Wednesday, August 4, 2021

The 1st slave owner in America was black

 


 

Throw out the concept that slavery began in America started in 1619. It did not.

Although black people arrived at Jamestown that year, they were considered indentured servants like many Europeans brought over from the Old World. This meant they served a period of time and were supposed to be set free.

Legal slavery started in 1654 when free blacks, Anthony Johnson and his wife Mary, filed a court petition to require their indentured servant, John Castor, to become a slave for life.

Despite the rhetoric we get from black activists these days painting American slavery as a white vs black cultural holocaust, in truth, a greater percentage of free blacks owned slaves than white people in the south leading up to the beginning of the Civil War. Only about 3 percent of southern whites actually owned slaves, whereas about 60 percent of free blacks did.

The 1860 census showed that of the 490,000 free blacks living in the United States, more than 260,000 of them owned slaves. More than 1,000 Native Americans also owned slaves. Free blacks also owned white slaves, although this was a far fewer number than the estimated 4 million slaves living in the United States at the outbreak of the Civil War.
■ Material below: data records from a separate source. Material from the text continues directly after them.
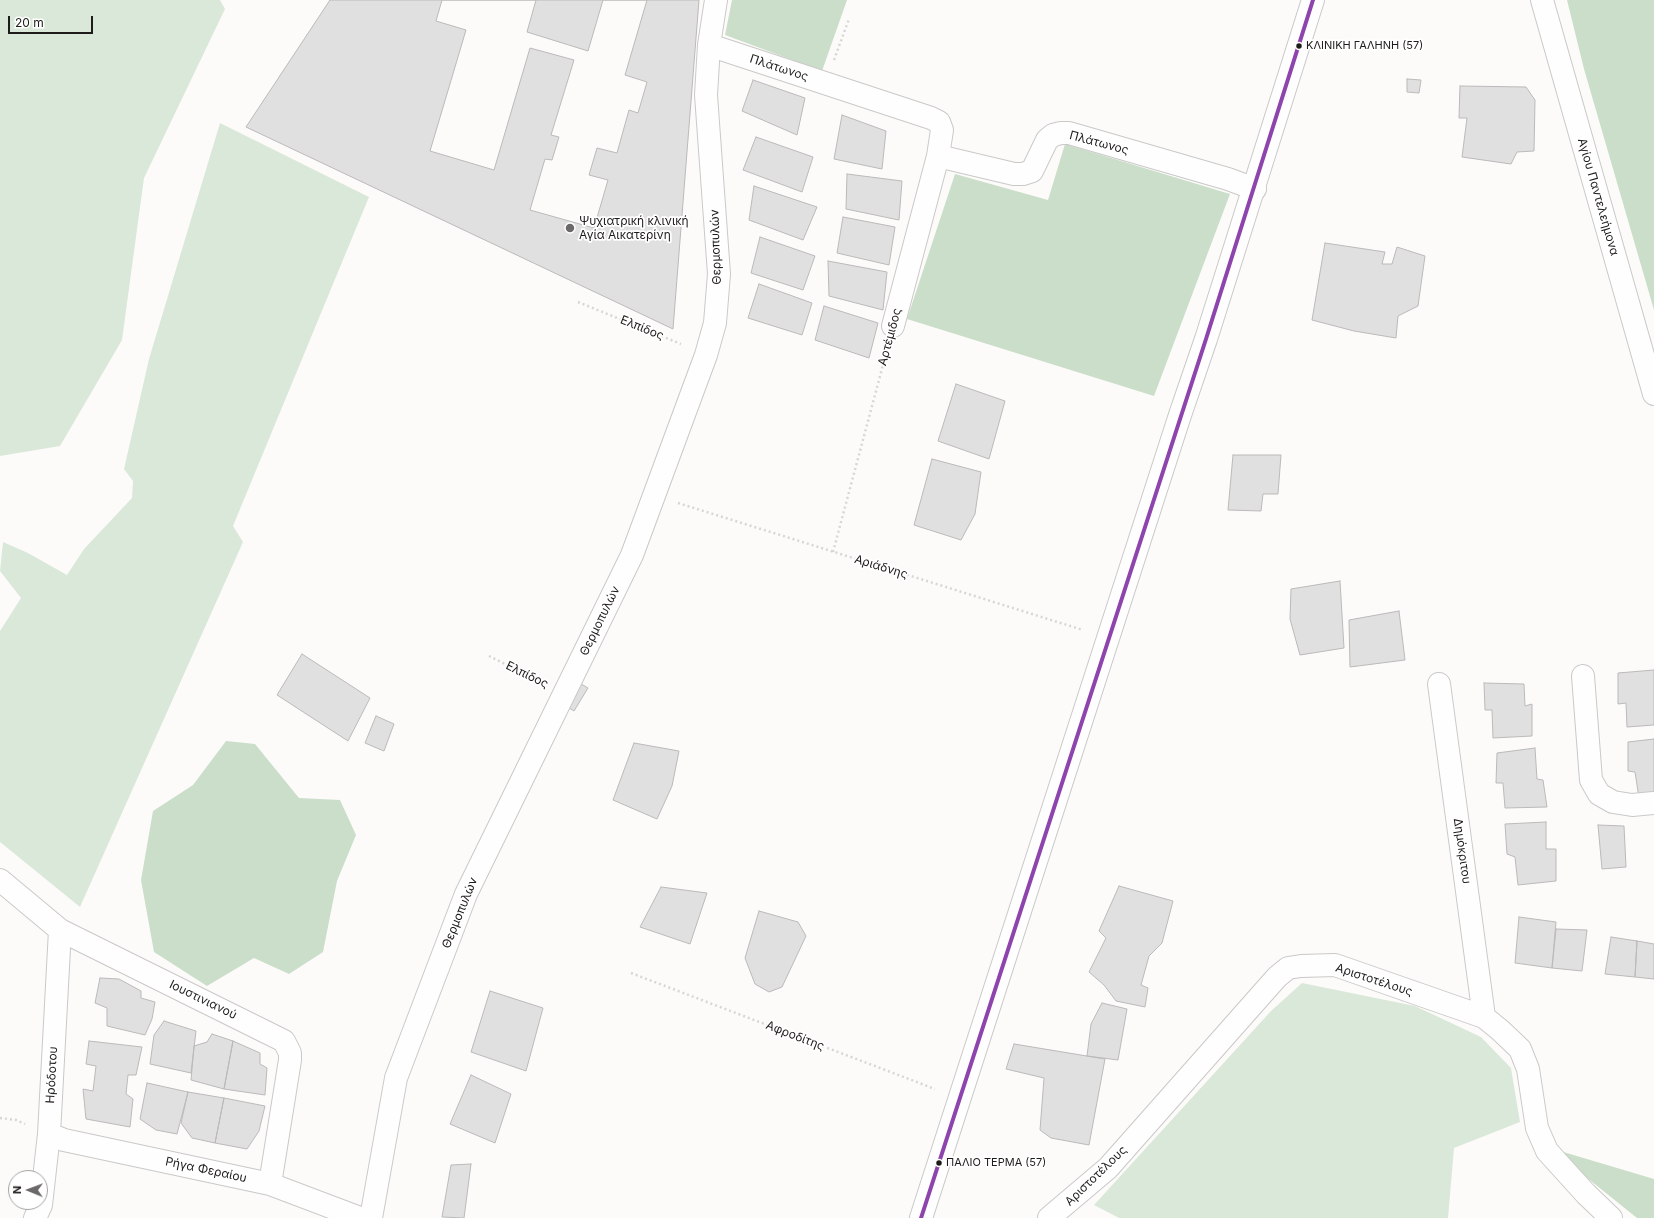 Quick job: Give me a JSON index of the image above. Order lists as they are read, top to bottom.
{
  "streets": {
    "street": [
      "Πλάτωνος",
      "Αγίου Παντελεήμονα",
      "Θερμοπυλών",
      "Αρτέμιδος",
      "Δημόκριτου",
      "Αριστοτέλους",
      "Ιουστινιανού",
      "Ηρόδοτου",
      "Ρήγα Φεραίου"
    ],
    "path": ["Ελπίδος", "Αριάδνης", "Αφροδίτης"]
  },
  "crossings": [
    ["Πλάτωνος", "Θερμοπυλών"],
    ["Πλάτωνος", "Αρτέμιδος"],
    ["Θερμοπυλών", "Ελπίδος"],
    ["Θερμοπυλών", "Αριάδνης"],
    ["Αρτέμιδος", "Αριάδνης"],
    ["Δημόκριτου", "Αριστοτέλους"],
    ["Ιουστινιανού", "Ηρόδοτου"],
    ["Ιουστινιανού", "Ρήγα Φεραίου"],
    ["Ηρόδοτου", "Ρήγα Φεραίου"]
  ],
  "places": ["ΚΛΙΝΙΚΗ ΓΑΛΗΝΗ (57)", "Ψυχιατρική κλινική Αγία Αικατερίνη", "ΠΑΛΙΟ ΤΕΡΜΑ (57)"],
  "scale_bar": "20 m",
  "north": "left"
} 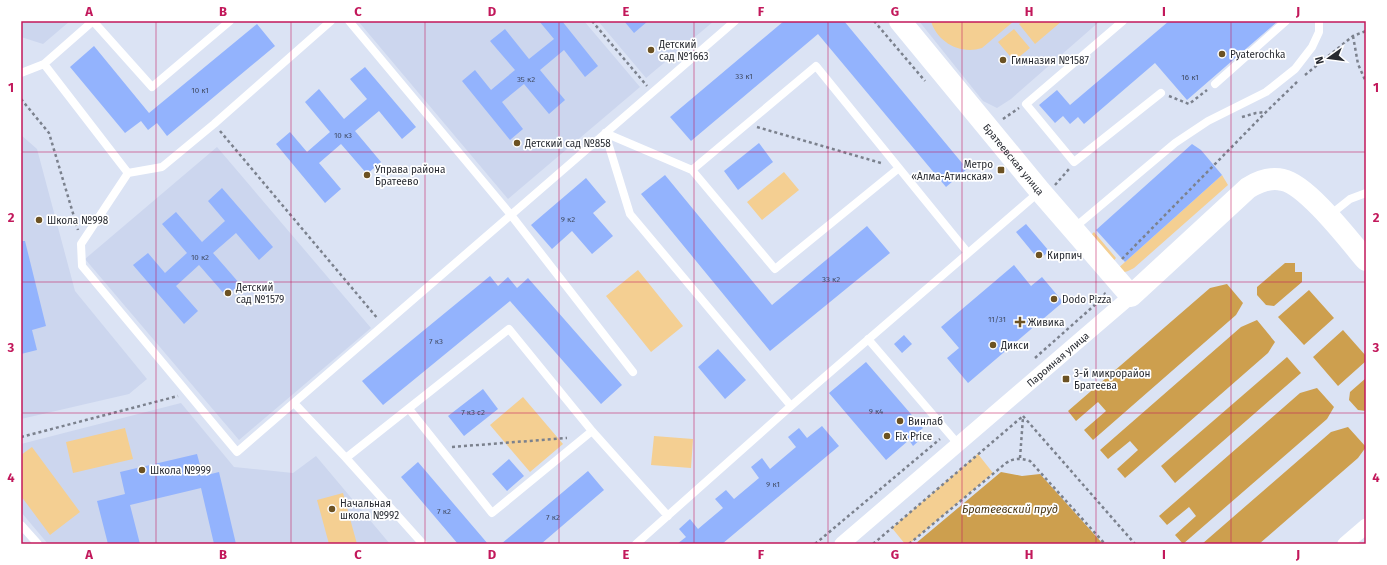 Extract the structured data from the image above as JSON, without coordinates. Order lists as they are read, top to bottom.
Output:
{
  "streets": {
    "street": ["Братеевская улица", "Паромная улица"]
  },
  "crossings": [
    ["Братеевская улица", "Паромная улица"]
  ],
  "water": ["Братеевский пруд"],
  "places": {
    "other": [
      "Детский сад №1663",
      "Pyaterochka",
      "Гимназия №1587",
      "Детский сад №858",
      "Управа района Братеево",
      "Школа №998",
      "Кирпич",
      "Детский сад №1579",
      "Dodo Pizza",
      "Дикси",
      "Винлаб",
      "Fix Price",
      "Школа №999",
      "Начальная школа №992"
    ],
    "transit": ["Метро «Алма-Атинская»", "3-й микрорайон Братеева"],
    "health": ["Живика"]
  },
  "house_numbers": [
    "33 к1",
    "16 к1",
    "35 к2",
    "10 к1",
    "10 к3",
    "9 к2",
    "10 к2",
    "33 к2",
    "11/31",
    "7 к3",
    "9 к4",
    "7 к3 с2",
    "9 к1",
    "7 к2",
    "7 к2"
  ],
  "north": "left",
  "grid": {
    "columns": [
      "A",
      "B",
      "C",
      "D",
      "E",
      "F",
      "G",
      "H",
      "I",
      "J"
    ],
    "rows": [
      "1",
      "2",
      "3",
      "4"
    ]
  }
}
Most slave owners, white or black, owned between one and five slaves. Owners and slaves generally worked in the fields or shops together, often resided in the same houses, often ate meals together. To own more than 50 slaves was to be a member of the elite minority, the high-living slave owners often depicted in propaganda films such as Roots, and the founders of the so-called White Supremacy society often referred to by modern media. The problem is some black slave owners were among this elites. One black woman in Louisiana owned 152 slaves, another in the same state owned more than 100. New Orleans – which was the capital of the slave auction block – had more than 3000 free blacks, who owned 28 percent of the slaves in that city.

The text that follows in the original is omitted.